> [EXERCISE OBJECTIVE]: Report every line in the records below that holds the word "read".

Dataset entries:
------------------------------------------------

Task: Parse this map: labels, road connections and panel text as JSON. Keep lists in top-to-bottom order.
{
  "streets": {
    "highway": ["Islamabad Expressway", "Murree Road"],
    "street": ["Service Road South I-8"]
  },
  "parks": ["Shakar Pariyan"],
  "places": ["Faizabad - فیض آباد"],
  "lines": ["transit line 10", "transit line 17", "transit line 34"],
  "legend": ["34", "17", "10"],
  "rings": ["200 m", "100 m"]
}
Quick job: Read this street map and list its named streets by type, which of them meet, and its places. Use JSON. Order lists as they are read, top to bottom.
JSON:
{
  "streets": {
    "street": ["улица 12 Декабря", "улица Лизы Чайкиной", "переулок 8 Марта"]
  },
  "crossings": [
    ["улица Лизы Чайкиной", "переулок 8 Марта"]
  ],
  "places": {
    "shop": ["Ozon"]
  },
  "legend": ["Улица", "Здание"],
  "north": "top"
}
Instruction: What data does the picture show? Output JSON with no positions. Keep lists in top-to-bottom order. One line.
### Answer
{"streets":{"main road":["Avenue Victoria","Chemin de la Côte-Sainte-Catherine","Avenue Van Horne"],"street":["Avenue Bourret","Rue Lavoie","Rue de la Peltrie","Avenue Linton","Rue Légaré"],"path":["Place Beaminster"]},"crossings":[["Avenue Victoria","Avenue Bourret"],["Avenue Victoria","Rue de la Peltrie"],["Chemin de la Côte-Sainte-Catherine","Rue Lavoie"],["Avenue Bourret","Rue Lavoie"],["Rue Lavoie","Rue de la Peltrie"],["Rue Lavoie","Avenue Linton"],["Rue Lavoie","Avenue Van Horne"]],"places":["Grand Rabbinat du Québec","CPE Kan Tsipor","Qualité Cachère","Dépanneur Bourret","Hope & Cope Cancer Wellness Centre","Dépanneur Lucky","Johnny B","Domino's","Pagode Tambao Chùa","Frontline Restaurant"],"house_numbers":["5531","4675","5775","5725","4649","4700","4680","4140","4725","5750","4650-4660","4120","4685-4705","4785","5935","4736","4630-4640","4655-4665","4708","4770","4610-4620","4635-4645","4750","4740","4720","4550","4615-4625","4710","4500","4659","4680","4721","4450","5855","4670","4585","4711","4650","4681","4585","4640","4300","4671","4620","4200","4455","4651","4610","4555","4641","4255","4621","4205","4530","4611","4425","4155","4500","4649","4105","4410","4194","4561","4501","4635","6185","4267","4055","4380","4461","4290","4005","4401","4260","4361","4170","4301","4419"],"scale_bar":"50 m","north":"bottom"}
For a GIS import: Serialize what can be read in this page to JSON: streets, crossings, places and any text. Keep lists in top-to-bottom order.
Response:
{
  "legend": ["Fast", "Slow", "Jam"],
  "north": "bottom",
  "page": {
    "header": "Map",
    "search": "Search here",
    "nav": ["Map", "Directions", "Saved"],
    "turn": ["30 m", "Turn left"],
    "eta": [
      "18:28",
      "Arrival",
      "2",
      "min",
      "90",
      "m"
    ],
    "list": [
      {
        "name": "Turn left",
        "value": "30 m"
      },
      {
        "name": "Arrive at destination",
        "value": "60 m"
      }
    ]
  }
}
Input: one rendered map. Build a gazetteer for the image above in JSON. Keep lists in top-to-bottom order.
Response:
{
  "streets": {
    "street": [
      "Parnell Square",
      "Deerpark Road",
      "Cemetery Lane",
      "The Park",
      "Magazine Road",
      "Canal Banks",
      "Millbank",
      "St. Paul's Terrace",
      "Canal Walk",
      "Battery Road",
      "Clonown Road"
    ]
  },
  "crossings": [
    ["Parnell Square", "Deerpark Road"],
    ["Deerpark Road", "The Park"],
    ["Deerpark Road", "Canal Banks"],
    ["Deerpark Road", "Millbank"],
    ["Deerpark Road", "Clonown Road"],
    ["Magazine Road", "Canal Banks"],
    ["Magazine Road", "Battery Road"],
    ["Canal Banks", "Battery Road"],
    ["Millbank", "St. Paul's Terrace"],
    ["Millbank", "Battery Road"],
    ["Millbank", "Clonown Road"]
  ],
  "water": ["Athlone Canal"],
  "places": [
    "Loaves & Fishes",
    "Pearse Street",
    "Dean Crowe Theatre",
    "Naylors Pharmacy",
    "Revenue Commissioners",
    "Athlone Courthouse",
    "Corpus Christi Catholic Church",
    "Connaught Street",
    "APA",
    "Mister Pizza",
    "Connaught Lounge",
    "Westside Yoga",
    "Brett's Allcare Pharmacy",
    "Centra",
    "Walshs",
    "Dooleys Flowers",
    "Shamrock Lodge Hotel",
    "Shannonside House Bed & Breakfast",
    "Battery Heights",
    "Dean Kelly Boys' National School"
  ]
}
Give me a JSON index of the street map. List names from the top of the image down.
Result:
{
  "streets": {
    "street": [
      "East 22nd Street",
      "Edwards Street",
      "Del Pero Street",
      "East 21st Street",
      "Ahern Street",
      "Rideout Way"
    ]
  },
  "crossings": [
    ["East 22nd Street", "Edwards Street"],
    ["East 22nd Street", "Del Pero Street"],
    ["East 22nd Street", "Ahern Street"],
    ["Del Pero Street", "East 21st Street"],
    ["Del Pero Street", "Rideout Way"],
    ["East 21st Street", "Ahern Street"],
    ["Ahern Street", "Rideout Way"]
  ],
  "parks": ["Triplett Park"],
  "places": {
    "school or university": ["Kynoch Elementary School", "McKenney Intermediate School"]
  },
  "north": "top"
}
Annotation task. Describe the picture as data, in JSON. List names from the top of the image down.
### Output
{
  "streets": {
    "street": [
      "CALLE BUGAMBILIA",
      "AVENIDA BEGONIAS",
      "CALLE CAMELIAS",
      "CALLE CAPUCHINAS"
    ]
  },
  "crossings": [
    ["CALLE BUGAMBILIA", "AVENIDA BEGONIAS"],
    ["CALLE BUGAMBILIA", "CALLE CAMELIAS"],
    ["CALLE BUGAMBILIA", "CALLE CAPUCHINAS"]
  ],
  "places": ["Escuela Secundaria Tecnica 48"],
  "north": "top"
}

------------------------------------------------

> [RESULT]:
Quick job: Read this street map and list its named streets by type, which of them meet, and its places. Use JSON. Order lists as they are read, top to bottom.
For a GIS import: Serialize what can be read in this page to JSON: streets, crossings, places and any text. Keep lists in top-to-bottom order.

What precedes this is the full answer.